The Great Michigan and Florida "Do Over" Debate

Should they or shouldn't they? Will they or won't they?

As we all now know, in contravention of the Democratic National Committee's explicit wishes, Michigan and Florida moved their primaries to an early date so that their states would be "relevant" to the nominating process. (Interestingly, in Florida, it was the Republican controlled legislature responsible for setting the new date, though it had the full support of all Democratic state legislators save one.) At the time, the state committes were warned that the DNC would strip the states of their delegates at the convention in August. All of the candidates (I believe) agreed to the rules set down by the DNC on this issue. The number of delegates required to achieve the nomination was lowered to 2025 to acount for the fact that there would be fewer delegates for the candidates to win.

Not to be deterred, Michigan and Florida went ahead with their primaries with the clear understanding that their votes were, essentially, beauty contests with no further meaning. In Michigan, all candidates except Hillary Clinton removed their names from the ballot. In Florida, the candidates names remained on the ballot. Ultimately, Clinton prevailed with 50% of the vote to Obama's 35%, with Edwards taking the remaining 15%. In Michigan, Clinton received 55% of the vote, while "Uncommitted" received 40%.

Flash forward to present day, with Clinton and Obama locked in a battle in which neither is likely to get the requisite number of pledged delegates to win the nomination outright.

So, what to do, what to do? Here are the options and rationales:

1. The DNC sticks to its guns and refuses to seat the delegates at the convention. The rationale is that the state committees knew what the rules were in advance and should be held to their prior decision. The problem here is that it very likely means that the nomination is decided by superdelegates because neither candidate can reach the pledged delegate threshold. After which, the American public goes nuts because it looks like the primary process has been hijacked by party insiders and the nominee has been chosen in the proverbial smoke-filled back room. And there's some truth to that argument.

2. Seat the delegates based on the results of the primaries that were held in January.
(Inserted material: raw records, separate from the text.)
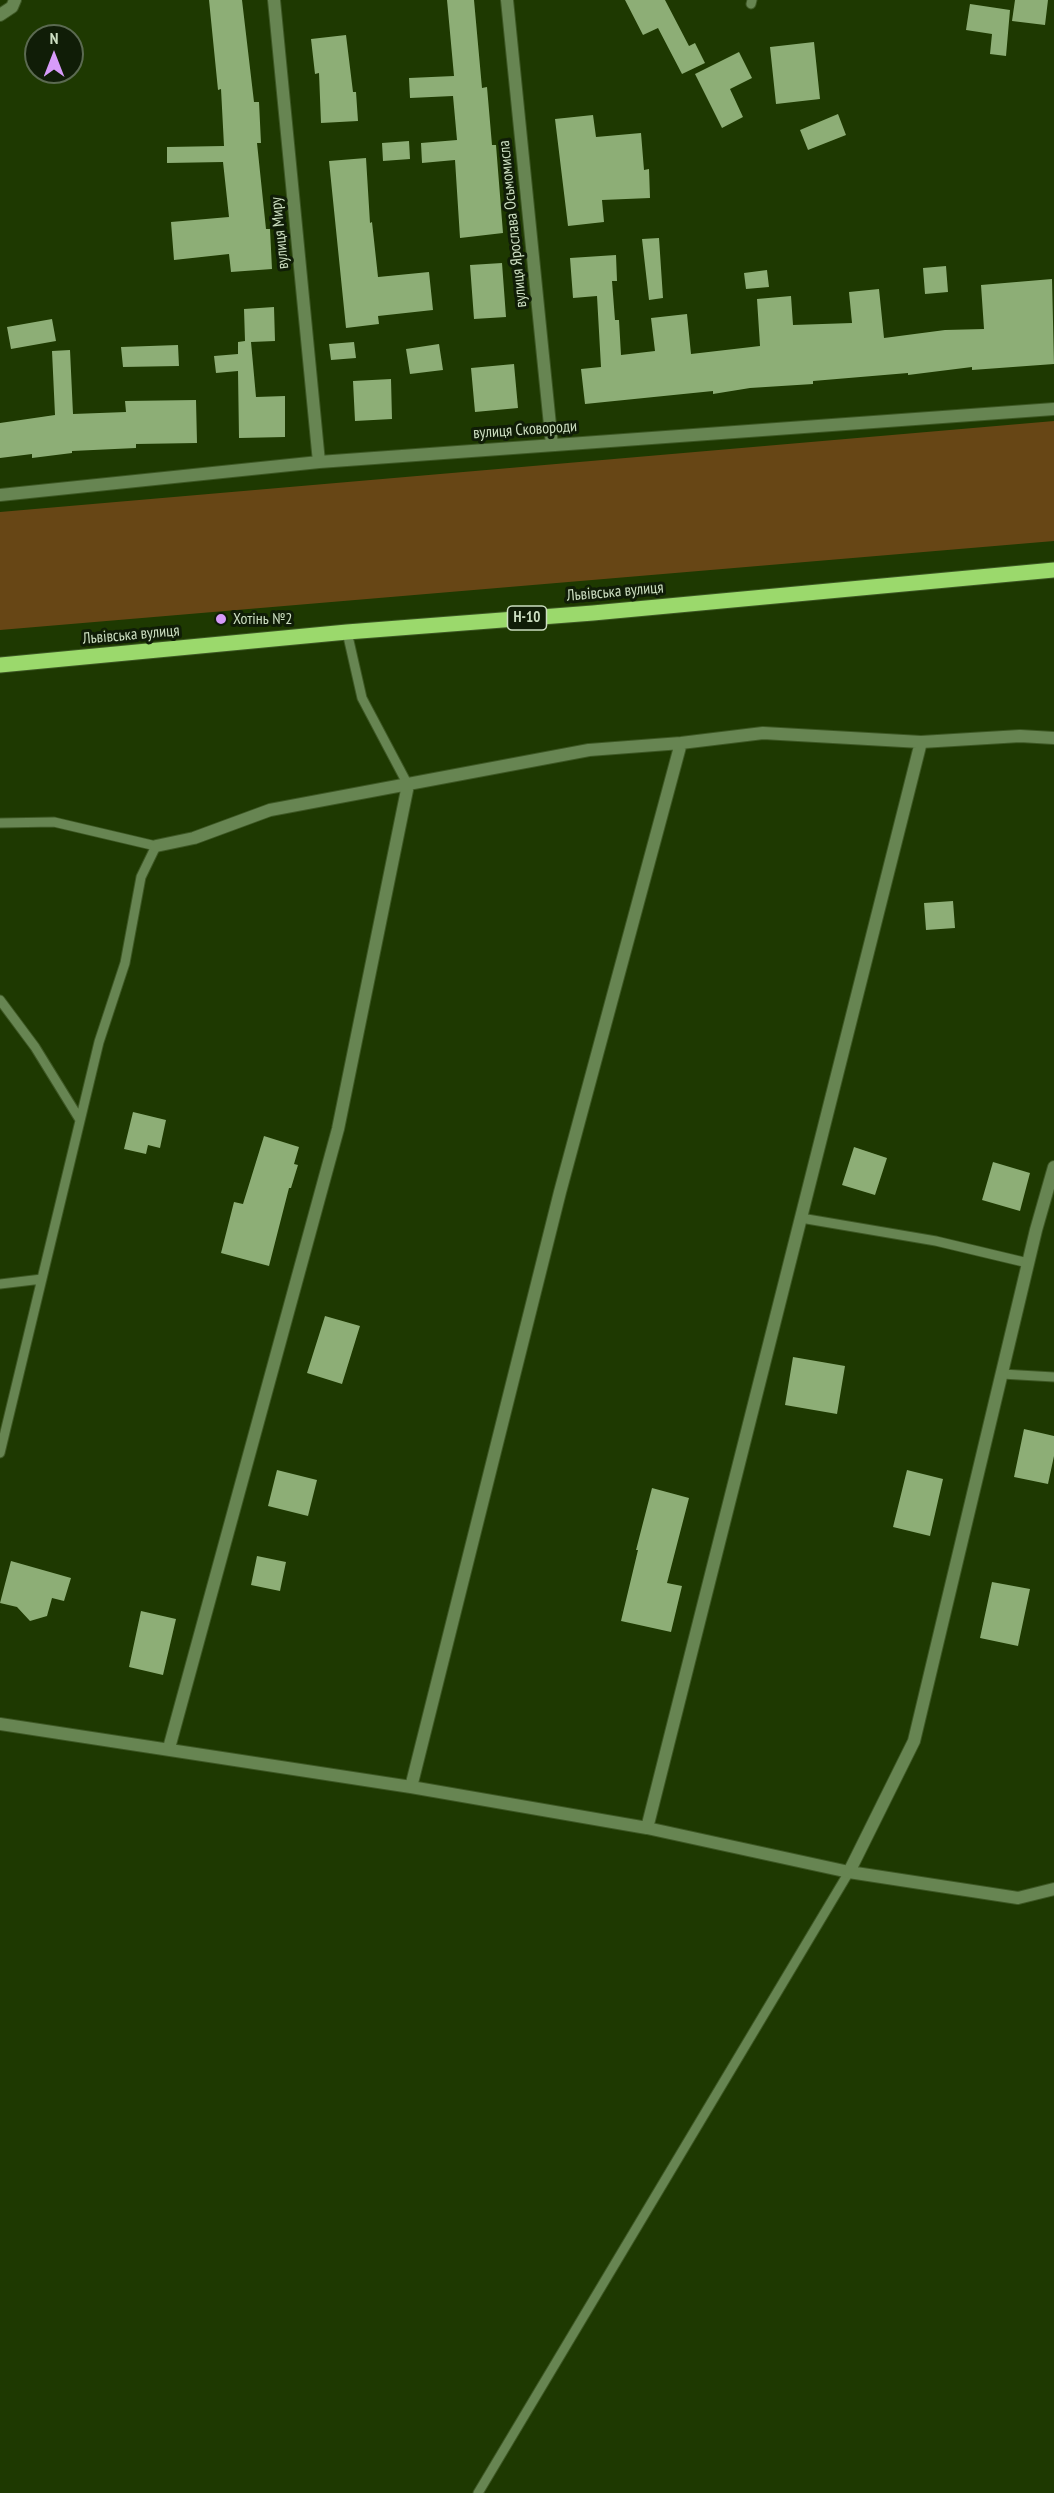 <!DOCTYPE html>
<meta charset="utf-8">
<style>
body{margin:0}
#map{position:relative;width:1054px;height:2493px;overflow:hidden;background:#1e3901;font-family:"PT Sans Narrow",sans-serif}
canvas{display:block}
.north{position:absolute;left:24px;top:24px;width:60px;height:60px;box-sizing:border-box;background:#101d07;border:2px solid #5b6a51;border-radius:50%;rotate:0deg;font-size:16px;font-weight:700;line-height:24px;text-align:center;color:#ccdec1}
.north::after{content:'';display:block;margin:auto;width:21px;height:27px;background:#d79bf9;clip-path:polygon(50% 0,100% 100%,50% 72%,0 100%)}
</style>
<div id="map">
<canvas width="1054" height="2493"></canvas>
<div class="north">N</div>
</div>
<script>
const context = document.querySelector('canvas').getContext('2d');
context.lineJoin = 'round';
function fill(path, color) {
  context.fillStyle = color;
  context.fill(path, 'evenodd');
}
function toPath(rows) {
  const path = new Path2D();
  for (const r of rows) {
    path.moveTo(r[0], r[1]);
    for (let i = 2; i < r.length; i += 2) path.lineTo(r[i], r[i + 1]);
  }
  return path;
}
function trace(path, color, width, dash) {
  context.strokeStyle = color;
  context.lineWidth = width;
  context.lineCap = dash ? 'butt' : 'round';
  context.setLineDash(dash || []);
  context.stroke(path);
}
function write(font, color, halo, rows, align = 'center') {
  context.font = font + ' "PT Sans Narrow",sans-serif';
  context.lineWidth = 6;
  context.setLineDash([]);
  context.textBaseline = 'middle';
  context.strokeStyle = halo;
  context.fillStyle = color;
  for (const [text, x, y, turn = 0] of rows) {
    context.save();
    context.translate(x, y);
    context.rotate((+turn || 0) * Math.PI / 180);
    context.textAlign = isNaN(turn) ? turn : align;
    if (halo) context.strokeText(text, 0, 0);
    context.fillText(text, 0, 0);
    context.restore();
  }
}
fill(toPath([
 [1054,421,1054,541,0,630,0,512]
]), '#674615');
fill(toPath([
 [209,0,242,0,254,102,259,102,261,143,257,143,266,229,270,229,272,269,231,272,229,254,174,260,171,222,229,217,223,162,167,163,167,147,224,146,221,89,218,90],
 [447,0,474,0,482,88,487,87,492,145,496,145,503,233,460,238,455,160,422,163,421,143,457,140,453,96,410,98,409,78,454,76],
 [625,0,665,0,689,46,695,43,705,63,682,74,658,28,643,35],
 [1015,0,1048,0,1045,25,1012,21],
 [970,4,1010,10,1006,56,990,54,992,34,966,30],
 [346,35,353,92,356,92,358,121,321,123,319,73,315,74,311,39],
 [814,42,820,99,776,104,770,47],
 [739,52,752,78,730,89,743,117,722,128,695,74],
 [838,114,846,135,808,150,800,130],
 [593,115,596,137,641,133,644,170,649,169,650,198,602,200,604,222,568,226,555,119],
 [409,141,410,159,383,161,382,143],
 [366,158,370,223,372,222,378,277,429,272,433,310,378,316,379,324,346,328,329,161],
 [659,238,663,298,649,300,642,239],
 [616,255,617,281,612,281,615,320,619,320,621,355,655,351,651,318,687,314,691,354,760,346,757,299,791,296,793,325,852,323,849,292,879,289,884,338,945,330,984,329,981,285,1052,279,1054,364,972,370,972,367,908,375,908,373,813,381,813,384,750,388,713,394,713,391,585,404,581,369,601,367,597,296,573,298,570,258],
 [502,263,506,317,474,319,470,265],
 [946,266,948,292,925,294,923,268],
 [767,270,769,287,746,289,744,273],
 [274,307,275,341,251,342,256,397,285,396,285,437,239,438,238,371,216,373,214,356,238,354,238,342,245,341,244,309],
 [52,319,56,341,11,349,7,327],
 [354,342,356,358,331,360,329,344],
 [439,344,443,370,410,374,406,349],
 [178,345,179,366,123,367,121,347],
 [70,350,73,414,126,412,125,401,196,400,197,443,136,444,136,448,72,451,72,453,32,458,32,454,0,458,0,423,55,415,52,351],
 [514,364,518,408,475,412,471,368],
 [391,379,392,419,355,421,353,381],
 [953,901,955,928,926,930,924,903],
 [133,1112,166,1120,160,1148,148,1145,146,1154,124,1149],
 [264,1136,299,1147,294,1164,298,1165,291,1188,289,1188,269,1266,221,1253,234,1202,243,1204],
 [854,1147,887,1158,875,1195,842,1185],
 [993,1162,1030,1173,1020,1211,982,1200],
 [325,1316,360,1326,342,1384,307,1373],
 [793,1357,845,1366,837,1414,785,1405],
 [1024,1429,1054,1436,1054,1456,1048,1484,1014,1477],
 [277,1470,317,1480,308,1516,268,1506],
 [907,1470,943,1479,930,1536,893,1527],
 [652,1488,689,1498,667,1583,682,1586,671,1632,621,1621,638,1550,636,1550],
 [257,1556,286,1562,280,1591,251,1585],
 [11,1561,71,1578,64,1601,52,1598,47,1616,30,1621,17,1607,0,1603],
 [992,1582,1030,1589,1018,1646,980,1638],
 [141,1611,176,1619,163,1675,129,1667]
]), '#8dae76');
const lane = toPath([
 [751,4,752,0],
 [347,632,362,698,408,785],
 [0,823,54,822,156,846,141,877,125,963,99,1042,0,1453],
 [0,1000,35,1047,80,1120],
 [801,1218,936,1241,1028,1263],
 [0,1284,42,1279],
 [1002,1374,1054,1377],
 [478,2493,849,1872]
]);
const street = toPath([
 [274,0,319,462],
 [507,0,552,445],
 [0,15,12,7,15,0],
 [0,495,319,462,1054,409],
 [156,846,194,838,270,810,589,750,681,743,763,733,921,742,1020,736,1054,738],
 [0,1724,411,1787,647,1828,849,1872,1018,1898,1054,1889],
 [169,1748,338,1129,408,785],
 [411,1787,560,1192,681,743],
 [647,1828,921,742],
 [849,1872,914,1741,1036,1230,1054,1167]
]);
const primary = toPath([
 [0,665,347,632,593,613,1054,570]
]);
trace(lane, '#3d5724', 11);
trace(street, '#3d5724', 14);
trace(primary, '#3d5724', 17);
trace(lane, '#678552', 9);
trace(street, '#678552', 12);
trace(primary, '#9bd96c', 15);
for (const [x, y, r, color] of [
 [221,619,6,"#d79bf9"]
]) {
  const dot = new Path2D();
  dot.arc(x, y, r, 0, 2 * Math.PI);
  context.fillStyle = color;
  context.fill(dot);
  trace(dot, '#101d07', 2);
}
for (const [x, y, w] of [
 [527,618,39]
]) {
  const box = new Path2D();
  box.roundRect(x - w / 2, y - 12, w, 24, 4.5);
  context.fillStyle = '#101d07';
  context.fill(box);
  trace(box, '#ccdec1', 1.5);
}
write('bold 15px', '#ccdec1', null, [
 ["Н-10",527,618]
]);
write('16px', '#ccdec1', '#101d07', [
 ["вулиця Ярослава Осьмомисла",513,224,-96],
 ["вулиця Миру",280,233,-96],
 ["вулиця Сковороди",525,430,-4],
 ["Львівська вулиця",615,592,-5],
 ["Львівська вулиця",131,635,-5]
]);
write('16px', '#ccdec1', '#101d07', [
 ["Хотінь №2",233,619]
], 'left');
</script>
The rationale here is that, regardless of what the state committees did, the voters should be heard and the contests were fair in that all the candidates were bound by the same restrictions (not to campaign in the states, etc.). This rationale has one big flaw in my view: It was widely publicized in advance that these were "meaningless" contests. So, while hundreds of thousands of people did vote, no one has any way of knowing how many more people would have voted if they thought they were engaging in a "meaningful" primary. To seat the delegates based on the existing primary results truly does disenfranchise these non-voters.

3. Divide the Michigan and Florida delegates evenly. This resolves precisely dick, because it increases (to around 2200) the number of pledged delegates required to get the nomination. While it might make Florida and Michigan voters "feel" enfranchised, as a practical matter it does nothing to advance the ball of providing a clear nominee.
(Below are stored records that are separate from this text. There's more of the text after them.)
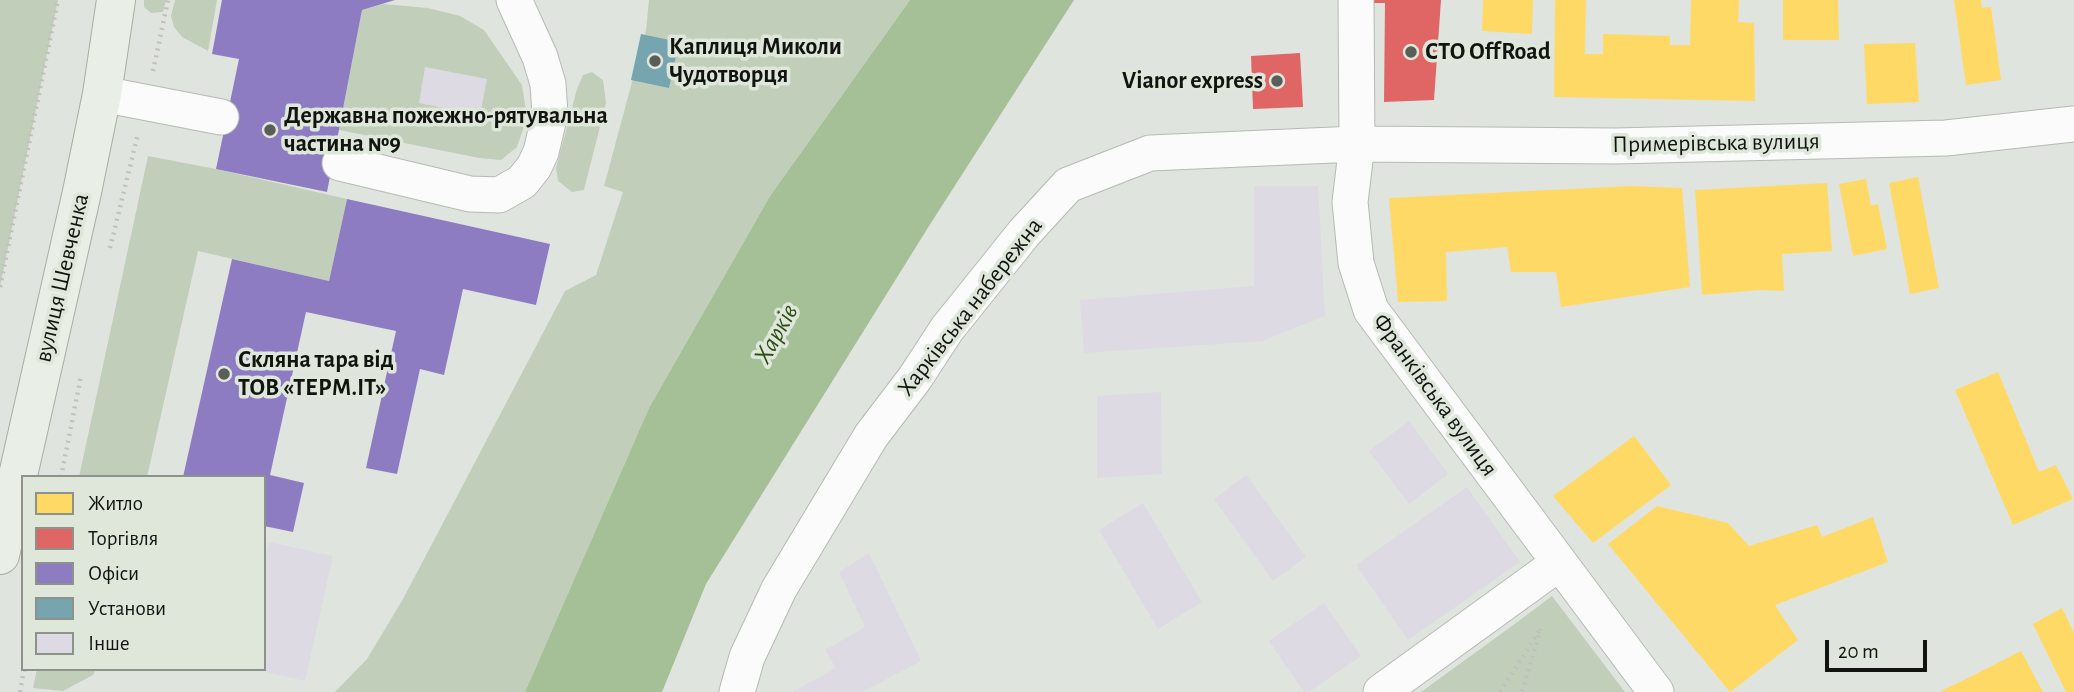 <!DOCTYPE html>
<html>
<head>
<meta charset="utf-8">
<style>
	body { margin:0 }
	#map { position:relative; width:2074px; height:692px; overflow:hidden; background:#e0e4de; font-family:"Alegreya Sans",sans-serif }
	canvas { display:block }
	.legend { position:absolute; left:21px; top:475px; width:245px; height:196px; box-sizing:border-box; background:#dfe7db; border:2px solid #8d938a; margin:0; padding:9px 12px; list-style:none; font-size:21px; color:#121410 }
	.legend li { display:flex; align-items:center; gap:14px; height:35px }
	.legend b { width:35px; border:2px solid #8d938a }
	.scale { position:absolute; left:1825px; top:640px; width:102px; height:32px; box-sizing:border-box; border:4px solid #121410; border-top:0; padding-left:9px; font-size:21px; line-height:24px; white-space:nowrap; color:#121410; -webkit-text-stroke:5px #dfe7db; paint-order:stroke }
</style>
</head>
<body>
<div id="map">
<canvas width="2074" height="692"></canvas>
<ul class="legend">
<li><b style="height:19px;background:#ffd966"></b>Житло</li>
<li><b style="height:19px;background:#e06666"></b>Торгівля</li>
<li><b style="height:19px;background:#8e7cc3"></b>Офіси</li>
<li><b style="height:19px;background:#76a5af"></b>Установи</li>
<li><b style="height:19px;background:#dddae3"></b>Інше</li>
</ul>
<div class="scale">20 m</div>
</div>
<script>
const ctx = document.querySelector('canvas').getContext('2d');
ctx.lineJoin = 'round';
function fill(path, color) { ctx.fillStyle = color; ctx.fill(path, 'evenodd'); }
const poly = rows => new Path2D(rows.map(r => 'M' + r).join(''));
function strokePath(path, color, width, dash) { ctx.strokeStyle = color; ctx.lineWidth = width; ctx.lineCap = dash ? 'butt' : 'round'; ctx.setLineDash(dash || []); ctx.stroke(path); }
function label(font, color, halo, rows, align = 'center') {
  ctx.font = font + ' "Alegreya Sans",sans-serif'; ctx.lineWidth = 7; ctx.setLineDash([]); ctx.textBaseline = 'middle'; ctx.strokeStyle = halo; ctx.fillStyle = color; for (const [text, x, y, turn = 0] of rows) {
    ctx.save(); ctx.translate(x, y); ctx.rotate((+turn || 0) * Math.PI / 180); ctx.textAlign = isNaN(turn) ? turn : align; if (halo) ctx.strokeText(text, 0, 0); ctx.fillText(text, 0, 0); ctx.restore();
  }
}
const green = poly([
	[0,0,58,0,0,287],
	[144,0,166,0,163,12,151,13,144,7],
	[175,0,217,0,208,51,182,37,174,27,171,16],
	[649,0,910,0,770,196,649,408,525,692,335,692,367,659,403,599,565,291,596,275,623,192,604,186,646,30],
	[383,4,428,8,460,16,484,30,522,85,527,117,517,147,501,160,479,158,339,130,362,10],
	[592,72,603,80,606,103,584,190,572,192,558,181,556,168,577,89,583,75],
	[148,156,216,169,347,199,329,281,198,251,147,477,79,477],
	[1552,596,1625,692,1421,692,1516,623],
	[37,669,96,669,93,675,63,691,33,688]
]);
const water = poly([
	[910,0,1074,0,929,226,706,584,662,692,525,692,649,408,770,196]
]);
const homes = poly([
	[1483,0,1533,0,1532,34,1482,31],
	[1555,0,1586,0,1585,54,1603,54,1603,34,1670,36,1670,45,1690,45,1691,0,1739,0,1738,22,1754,23,1755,101,1554,97],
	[1783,0,1838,0,1839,40,1783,40],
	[1954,0,1981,0,1982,8,1991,7,2001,80,1966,85],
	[1915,43,1919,102,1867,104,1864,44],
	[1918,177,1939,288,1910,294,1889,183],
	[1866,179,1871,206,1878,204,1887,249,1853,256,1839,184],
	[1827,183,1832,251,1782,254,1784,291,1760,290,1702,295,1695,190],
	[1631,186,1682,188,1690,287,1561,307,1556,272,1511,272,1507,247,1446,252,1447,301,1398,302,1389,198],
	[1998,372,2039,472,2056,465,2073,499,2013,525,1955,390],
	[1634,436,1671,485,1593,543,1553,496],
	[1657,506,1728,523,1749,546,1817,525,1822,537,1873,517,1888,562,1775,605,1798,640,1730,692,1608,544],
	[2062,608,2074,633,2074,692,2066,692,2033,624],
	[2021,651,2043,692,1939,692,1974,675]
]);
const shops = poly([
	[1374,0,1441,0,1434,100,1384,102,1385,3,1374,3],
	[1300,53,1303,107,1253,109,1251,56]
]);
const offices = poly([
	[222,0,395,0,362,10,327,192,216,169,239,59,212,54],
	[347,199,550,244,536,305,463,289,444,375,420,369,397,474,366,468,396,331,306,312,270,475,304,483,293,532,264,526,264,477,183,477,232,259,329,281]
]);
const public = poly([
	[641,34,679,42,669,88,631,80]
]);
const building = poly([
	[425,67,487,79,480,115,419,103],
	[1254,186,1318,186,1325,316,1262,341,1084,353,1080,300,1254,286],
	[1161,392,1162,474,1097,478,1097,396],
	[1409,421,1448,474,1409,504,1369,451],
	[1246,475,1306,557,1273,581,1214,499],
	[1467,487,1520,562,1408,640,1356,565],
	[1143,503,1202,602,1158,629,1099,530],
	[269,542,333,556,305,681,257,670,264,669,264,561],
	[869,553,921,661,862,692,792,692,836,668,825,650,865,627,839,572],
	[1324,603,1361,656,1309,692,1304,692,1269,641]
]);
const path = poly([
	[153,71,168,0],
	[110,248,138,134],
	[0,287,58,0],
	[61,477,81,376],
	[20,692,24,669],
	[1500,692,1541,628,1522,692]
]);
const minor = poly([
	[1356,0,1357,144,1350,202,1356,263,1371,310,1656,692],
	[102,94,221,117],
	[340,163,470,194,499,195,522,182,534,167,541,152,550,114,548,84,540,57,514,0],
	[737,692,747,657,779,589,871,436,915,378,947,329,1024,233,1068,185,1150,153,1357,144,1615,146,1946,138,2074,124],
	[1381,692,1559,563]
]);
const major = poly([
	[0,555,82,192,102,94,116,0]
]);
const markers = [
	[1411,52,7,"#5a5d58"],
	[655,61,7,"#5a5d58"],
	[1277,81,7,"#5a5d58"],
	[270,130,7,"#5a5d58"],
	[224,374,7,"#5a5d58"]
];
const poiNames = [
	["Каплиця Миколи",669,47],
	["Чудотворця",669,75],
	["СТО OffRoad",1425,52],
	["Vianor express",1263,81,"right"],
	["Державна пожежно-рятувальна",284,116],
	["частина №9",284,144],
	["Скляна тара від",238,360],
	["ТОВ «ТЕРМ.ІТ»",238,388]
];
const streetNames = [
	["Примерівська вулиця",1716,143,-1],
	["вулиця Шевченка",62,278,-77],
	["Харківська набережна",970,307,-52],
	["Франківська вулиця",1435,395,54]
];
const waterNames = [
	["Харків",776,334,-61]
];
fill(green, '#c1cfba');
fill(water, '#a5bf97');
fill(homes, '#ffd966');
fill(shops, '#e06666');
fill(offices, '#8e7cc3');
fill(public, '#76a5af');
fill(building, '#dddae3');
strokePath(minor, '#b6b9b5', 37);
strokePath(major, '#a6afa0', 40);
strokePath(path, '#bfc1be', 4.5, [2, 5]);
strokePath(minor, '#fafbfa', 35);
strokePath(major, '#e9eee6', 38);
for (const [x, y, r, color] of markers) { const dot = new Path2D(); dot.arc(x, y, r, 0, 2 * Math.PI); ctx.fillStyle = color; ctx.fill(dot); strokePath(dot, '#dfe7db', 2.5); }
label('bold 24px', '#121410', '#dfe7db', poiNames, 'left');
label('24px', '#121410', '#dfe7db', streetNames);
label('italic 26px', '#2c4d13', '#dfe7db', waterNames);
</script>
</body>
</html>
4. Michigan should re-vote but Florida delegates should be allocated according to the prior vote. The rational here is that, while all candidates were named on the prior ballot in Florida, only Clinton's name was on the Michigan ballot, and therefore Obama should have the chance in a re-vote to be on the ballot. Here's the problem: Michigan has an open primary and some of its Democratic and Independent (and even Republican) voters may already have voted in the Republican primary, which did count. Since there's no paper trail, no one can be sure who voted in which primary previously, raising the prospect that some people might be voting twice, which is truly undemocratic. Also, see above re: who may or may not have voted in the Florida primary.

5. Florida and Michigan should both re-vote. The rationale here is that this is the only "fair" way of resolving the issue and making sure every vote is counted (how very 2000). The down side has already been covered in Nos. 1, 3 and 4, all of which apply to any re-vote: it rewards bad behavior, in all likelihood it won't resolve anything in terms of giving one candidate or the other a sufficient lead in pledged delegates to avoid the specter of the nominee being chosen by superdelegates, and it violates the "one person, one vote" principle. Not to mention the whole issue of the form that the re-vote would take (caucuses vs. primary vs. mail in votes) and who the hell is going to pay for it.

I'm sure many people smarter than me can come up with endless permutations of the foregoing, but no matter which angle this is viewed from, the possibilities all stink.

Congratulations, Democrats. You've fucking done it again.